▸ PROVIDED INFORMATION

_____

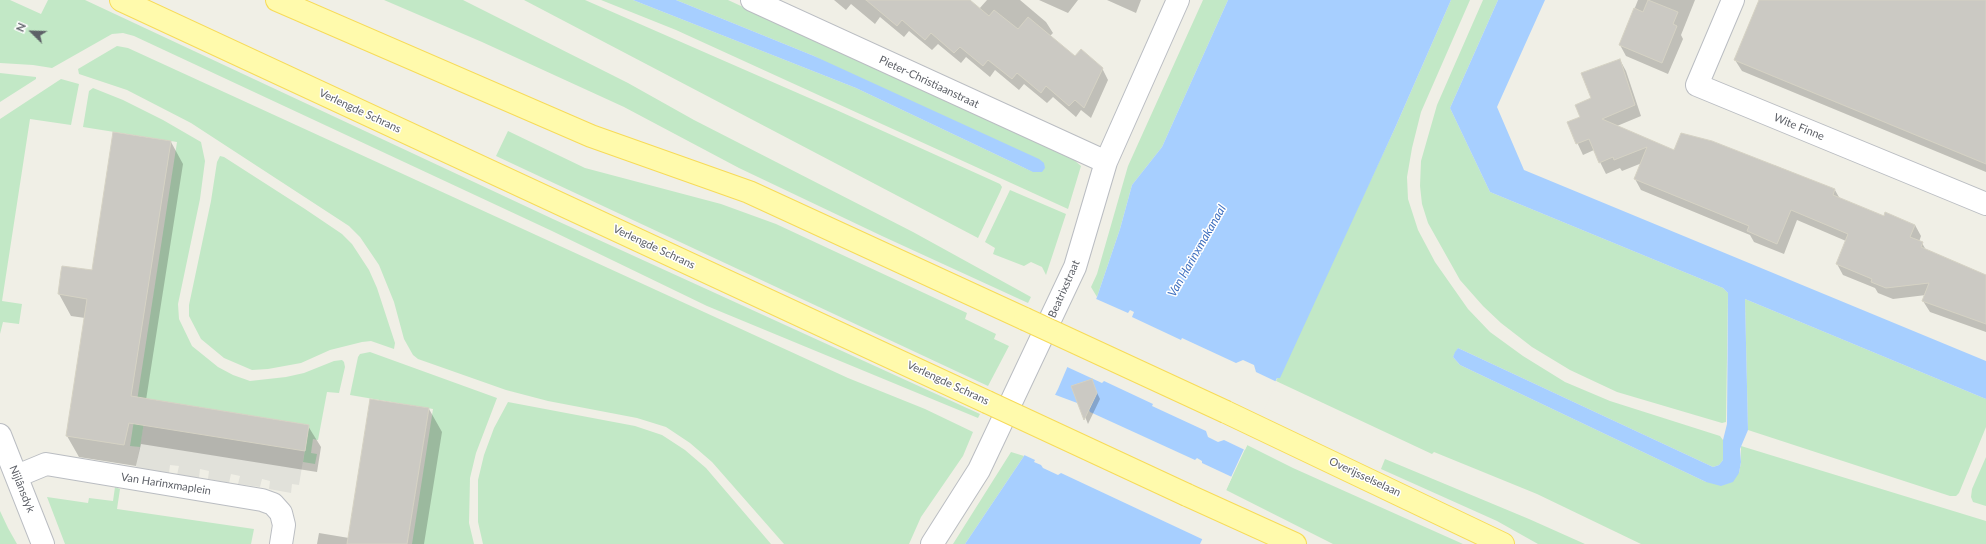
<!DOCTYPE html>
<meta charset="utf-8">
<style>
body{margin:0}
#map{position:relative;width:1986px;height:544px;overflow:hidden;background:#f0efe6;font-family:Lato,sans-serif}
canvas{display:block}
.north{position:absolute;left:12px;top:12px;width:40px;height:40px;-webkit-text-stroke:3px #fff;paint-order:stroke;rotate:293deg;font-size:11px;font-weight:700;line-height:16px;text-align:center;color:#5d6067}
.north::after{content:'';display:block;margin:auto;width:14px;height:18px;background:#5d6067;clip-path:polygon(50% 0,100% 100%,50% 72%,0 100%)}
</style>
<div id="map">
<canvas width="1986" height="544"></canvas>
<div class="north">N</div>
</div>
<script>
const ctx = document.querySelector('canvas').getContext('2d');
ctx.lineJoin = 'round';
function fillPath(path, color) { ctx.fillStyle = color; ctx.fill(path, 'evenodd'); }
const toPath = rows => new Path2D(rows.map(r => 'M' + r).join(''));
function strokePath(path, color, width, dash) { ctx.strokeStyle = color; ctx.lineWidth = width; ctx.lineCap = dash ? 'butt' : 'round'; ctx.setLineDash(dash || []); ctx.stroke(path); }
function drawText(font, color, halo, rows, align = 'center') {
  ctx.font = font + ' Lato,sans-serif'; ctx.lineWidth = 3; ctx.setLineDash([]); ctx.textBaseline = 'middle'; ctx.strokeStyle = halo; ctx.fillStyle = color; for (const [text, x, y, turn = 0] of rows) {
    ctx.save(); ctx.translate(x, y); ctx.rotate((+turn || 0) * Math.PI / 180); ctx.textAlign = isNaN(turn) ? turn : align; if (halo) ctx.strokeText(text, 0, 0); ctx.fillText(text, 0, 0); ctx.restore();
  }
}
fillPath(toPath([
 [148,399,309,425,299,485,292,484,291,493,269,489,270,481,262,479,260,487,238,484,240,476,231,474,229,483,208,479,209,471,200,469,199,478,177,475,179,466,170,465,169,473,136,468]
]), '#e1e1da');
fillPath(toPath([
 [0,0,10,0,41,14,48,0,85,0,553,219,980,414,978,418,707,306,552,231,134,36,123,33,112,34,52,68,33,65,0,63],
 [384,0,463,0,628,83,694,120,913,232,1031,297,1028,303,882,236,739,168,624,107,482,42],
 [524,0,585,0,832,108,1000,184,1002,187,1000,192,978,238],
 [601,0,633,0,856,88,1033,172,814,56,676,0,728,0,1073,159,1081,166,1068,209,676,30],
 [1203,0,1228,0,1162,147,1132,185,1120,229,1097,297,1091,287,1097,274,1128,166],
 [1451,0,1470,0,1421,112,1412,148,1407,177,1408,199,1418,230,1435,262,1468,309,1490,332,1523,356,1565,382,1610,401,1720,436,1723,440,1723,460,1719,465,1713,467,1458,348,1453,357,1460,365,1706,482,1739,473,1741,462,1741,446,1986,521,1986,544,1641,544,1537,494,1434,452,1432,454,1276,381,1395,128],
 [1483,0,1498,0,1450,108,1490,192,1723,288,1728,293,1726,422,1722,423,1617,392,1570,370,1532,347,1501,323,1483,306,1460,280,1428,223,1422,204,1420,186,1421,161,1437,105],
 [117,46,128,48,848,378,925,409,973,432,963,456,921,517,909,544,784,544,712,462,690,443,666,427,637,418,548,401,506,390,418,359,413,355,404,339,394,302,379,265,360,237,349,226,191,123,127,90,79,74,78,69],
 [0,73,36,77,36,79,0,102],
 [61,79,79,84,71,125,30,119,2,301,22,304,19,324,3,322,0,334,0,119],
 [93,88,123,100,163,120,201,142,205,161,200,199,178,304,179,319,192,346,218,367,233,375,250,381,286,377,304,373,334,361,342,360,344,362,345,367,339,393,327,392,318,440,313,439,311,453,317,454,315,464,303,462,309,425,148,399,140,447,130,446,177,142,83,127,89,91],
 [508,131,585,168,721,204,776,224,967,313,965,319,996,334,994,339,1009,346,988,386,496,156],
 [220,156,224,157,305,209,342,234,352,244,369,270,377,288,395,343,394,349,371,341,362,342,330,350,301,363,268,369,252,370,224,358,201,339,189,316,189,305,211,201,217,162],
 [1010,190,1066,214,1046,275,1042,267,1031,262,1024,266,993,254,995,248,985,242],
 [1745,299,1986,399,1986,427,1959,493,1956,496,1950,496,1748,430],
 [370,352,497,398,476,453,470,478,469,523,474,544,412,544,433,409,350,395,358,357,360,354],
 [508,402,635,426,662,435,685,450,706,468,771,544,483,544,478,522,478,480,484,455,494,428],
 [1247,445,1293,468,1463,544,1333,544,1226,490],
 [1011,452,1024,456,965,544,953,544],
 [1986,457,1986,506,1973,502,1971,497,1972,489],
 [1385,459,1529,519,1585,544,1538,544,1497,521,1381,469],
 [115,487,120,489,117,509,254,529,251,544,65,544,47,497,88,503,89,498,113,501],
 [0,511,8,528,17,544,0,544]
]), '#c2e8c6');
fillPath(toPath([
 [633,0,676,0,814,56,1039,159,1044,163,1045,168,1042,172,1033,172,856,88],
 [1228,0,1451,0,1395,128,1280,378,1277,378,1200,544,965,544,1024,456,1058,389,1097,297,1120,229,1132,185,1162,147],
 [1498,0,1545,0,1497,107,1524,170,1986,361,1986,399,1745,299,1748,430,1740,449,1741,462,1739,473,1733,482,1721,486,1706,482,1460,365,1453,357,1455,352,1458,348,1713,467,1719,465,1723,460,1723,440,1727,424,1728,293,1723,288,1490,192,1450,108]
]), '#a7cfff');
fillPath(toPath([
 [1094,298,1128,313,1130,310,1134,312,1132,317,1181,340,1182,338,1236,363,1243,360,1254,365,1256,372,1277,382,1245,450,1224,440,1218,442,1208,437,1206,431,1152,406,1153,404,1104,381,1102,383,1065,366],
 [1053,394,1088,407,1090,412,1195,460,1197,458,1202,461,1202,463,1232,477,1204,540,1061,473,1058,475,1043,468,1041,465,1034,462,1035,460,1022,454]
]), '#f0efe6');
fillPath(toPath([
 [834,0,969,0,979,9,987,0,1020,0,1046,22,1053,33,1050,36,1075,57,1102,68,1108,80,1091,118,1081,110,1076,117,1053,97,1047,103,1024,84,1019,90,995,70,990,77,966,57,961,63,938,44,932,50,909,31,904,37,880,17,875,24,851,4,846,10],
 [1039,0,1078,0,1068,13],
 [1107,0,1141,0,1136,13],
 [1638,0,1695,0,1681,35,1683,39,1668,74,1626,56,1620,45],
 [1760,0,1986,0,1986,172,1742,71,1735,60],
 [1620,60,1626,71,1641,116,1617,126,1675,151,1773,166,1774,165,1835,190,1840,199,1884,217,1915,225,1921,236,1919,242,1922,243,1926,250,1986,276,1986,332,1930,312,1923,301,1926,295,1893,299,1878,293,1875,288,1843,275,1837,264,1846,241,1797,220,1784,254,1754,242,1750,235,1641,190,1635,179,1642,163,1622,171,1620,168,1606,174,1594,150,1583,155,1568,123,1581,118,1592,99],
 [114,133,171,142,183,164,146,400,308,426,321,447,317,472,141,444,136,466,79,457,67,436,85,318,71,316,59,294,93,271],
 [1091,380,1100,399,1088,424,1073,387],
 [429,409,442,432,424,544,317,544,319,533,349,538]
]), '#0003');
const building = toPath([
 [866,0,970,0,989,16,994,10,1018,29,1028,17,1075,56,1081,49,1103,68,1084,108,1075,100,1069,106,1046,86,1041,93,1017,73,1012,79,988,60,983,66,960,47,954,53,931,33,925,40,902,20,897,26,866,0],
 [1648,0,1678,12,1673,24,1677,26,1662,63,1619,45,1634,8,1643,12,1648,0],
 [1759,0,1986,0,1986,164,1734,60,1759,0],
 [1620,59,1635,105,1602,119,1674,150,1681,133,1712,141,1835,189,1833,195,1884,216,1885,212,1915,225,1910,237,1923,242,1921,247,1986,275,1986,324,1922,301,1929,283,1886,288,1871,282,1872,279,1836,264,1848,234,1791,210,1777,244,1747,231,1749,226,1634,179,1647,147,1614,160,1613,157,1599,163,1589,139,1576,144,1567,122,1580,117,1575,105,1591,98,1581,73,1620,59],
 [113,132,171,141,131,396,309,425,305,451,129,423,124,445,66,436,87,299,58,294,61,271,62,266,92,270,113,132],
 [1092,379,1097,393,1084,420,1071,386,1092,379],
 [370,399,429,408,407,544,347,544,370,399]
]);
fillPath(building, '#cbc9c3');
strokePath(building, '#d5d2c4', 1);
const street = toPath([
 [752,0,1106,162],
 [1733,0,1697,85,1986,204],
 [0,435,43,544],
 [17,476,46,464,262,500,273,504,281,513,284,525,281,544],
 [932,544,979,470,1075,267,1106,162,1178,0]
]);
const primary = toPath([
 [121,0,987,402],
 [277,0,591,136,749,192,1025,319],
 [1226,412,1503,544],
 [1187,495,1295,544]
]);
strokePath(street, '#babdc2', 24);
strokePath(primary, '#f7db58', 24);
strokePath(street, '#fff', 22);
strokePath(primary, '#fffaac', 22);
const primaryBridge = toPath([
 [1025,319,1226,412],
 [987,402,1187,495]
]);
strokePath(primaryBridge, '#f7db58', 24, []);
strokePath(primaryBridge, '#fffaac', 22);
drawText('11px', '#5d6067', '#fff', [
 ["Pieter-Christiaanstraat",929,82,25],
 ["Verlengde Schrans",360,111,25],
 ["Wite Finne",1799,127,22],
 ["Verlengde Schrans",654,247,25],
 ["Beatrixstraat",1064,289,-66],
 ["Verlengde Schrans",948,383,25],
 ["Overijsselselaan",1365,477,25],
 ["Van Harinxmaplein",166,484,9],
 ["Nijlânsdyk",22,489,68]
]);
drawText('italic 12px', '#4071c0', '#fff', [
 ["Van Harinxmakanaal",1197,251,-60]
]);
</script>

_____

▸ ASSIGNMENT
Please return a copy of each line in the entries that has the string "halo".

▸ ANSWER TO THIS TASK
function drawText(font, color, halo, rows, align = 'center') {
  ctx.font = font + ' Lato,sans-serif'; ctx.lineWidth = 3; ctx.setLineDash([]); ctx.textBaseline = 'middle'; ctx.strokeStyle = halo; ctx.fillStyle = color; for (const [text, x, y, turn = 0] of rows) {
    ctx.save(); ctx.translate(x, y); ctx.rotate((+turn || 0) * Math.PI / 180); ctx.textAlign = isNaN(turn) ? turn : align; if (halo) ctx.strokeText(text, 0, 0); ctx.fillText(text, 0, 0); ctx.restore();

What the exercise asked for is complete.